History

Arts Project Australia was founded in 1974 but its roots go back to 1951 when Johanne Hilgendorf was diagnosed – in the terminology of the times – as “mentally retarded”; and Myra Hilgendorf and her family began their long engagement with the attitudes and structures of a society which denied and segregated persons with a disability in institutions, rather than acknowledge and support them within the family unit.  During the next twenty years they experienced all the stigma and difficulties of caring for a person with a progressive disability at home, when there were few supports, no facilities and no respite – except those developed by parents themselves, in voluntary organisations such as the Helping Hand and STAR, which Myra joined.
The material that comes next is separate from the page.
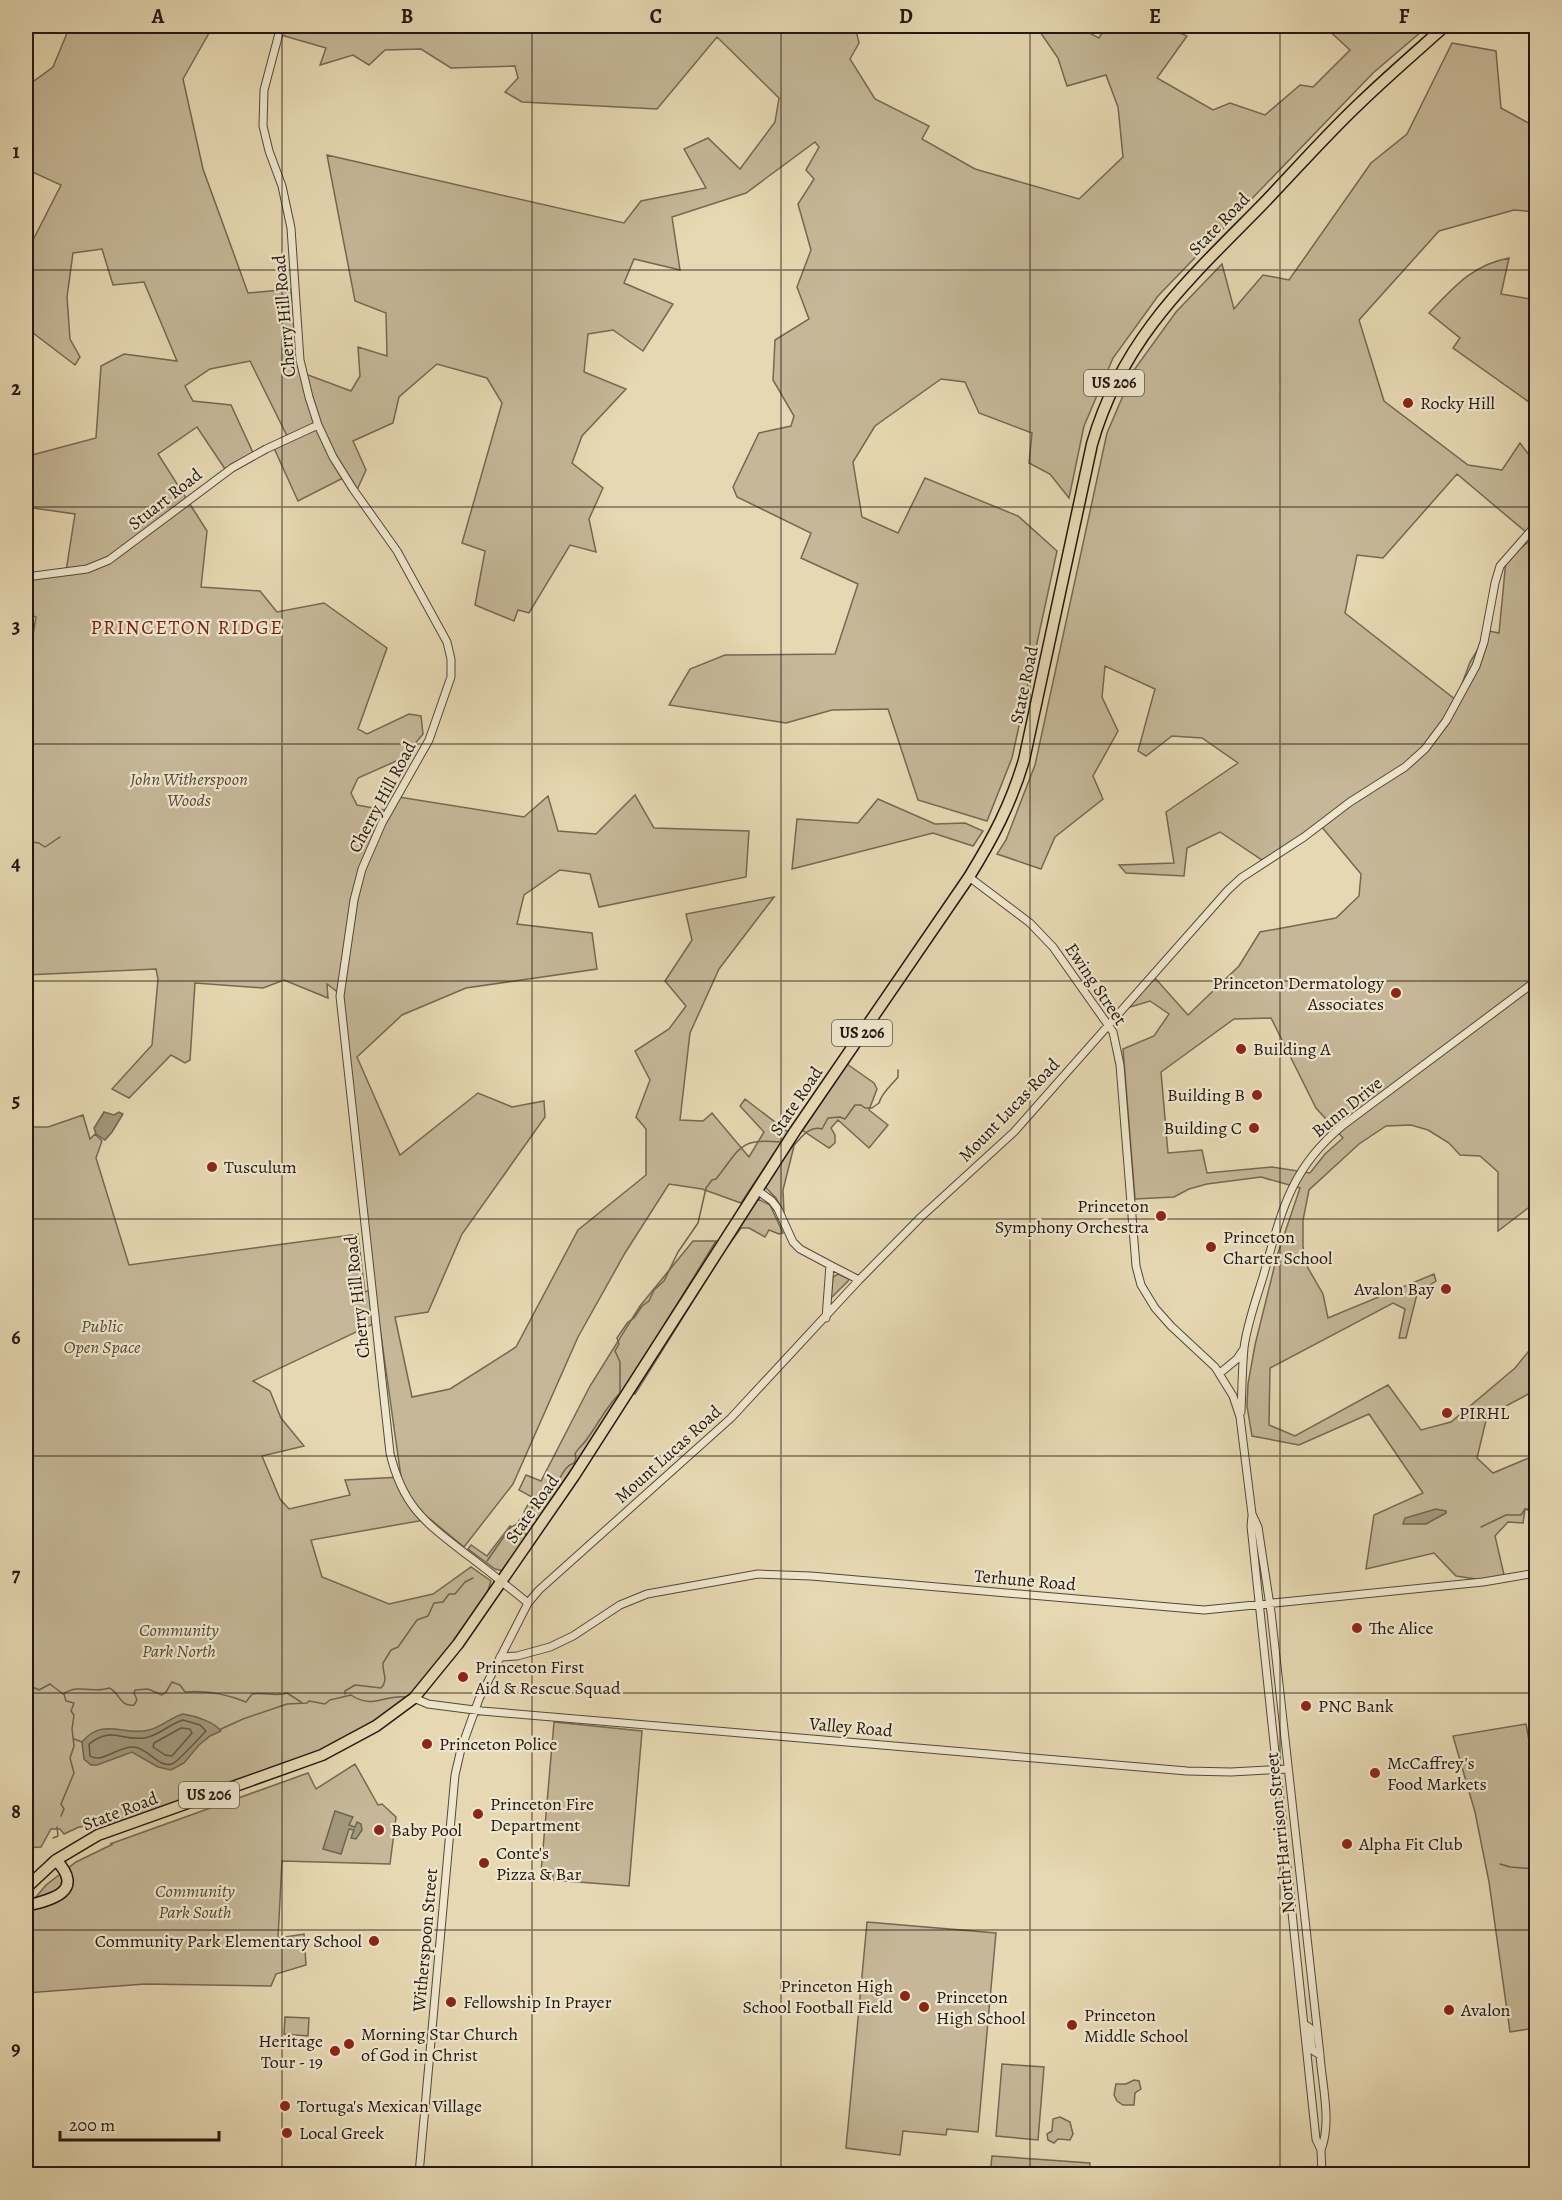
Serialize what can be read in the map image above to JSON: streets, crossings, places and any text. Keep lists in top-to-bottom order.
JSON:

By 1974, Johanna, needing full-time care, had entered an institution and Myra, a painter herself, had seen in Johanna’s drawings the lively expression of ideas and feelings which Johanna could no longer convey through speech.  Requested by STAR to collect, for exhibition in Adelaide, works by the “mentally retarded”, Myra was excited by the general vitality and expressiveness of the works.  The potent quality of the images was, however, in striking contrast to the poverty of materials used in their production – with the exception of the works from the Mildura centre, which has close contact with the Mildura Gallery, and access to proper art materials.  These paintings, so vividly different in quality, reinforced Myra’s perception of their expressive value and her desire to have them exhibited in regular galleries with the dignity accorded the work of practising artists.  In such a setting, she felt, the work could be seen, detached from the negative context of disability, and its aesthetic properties recognised.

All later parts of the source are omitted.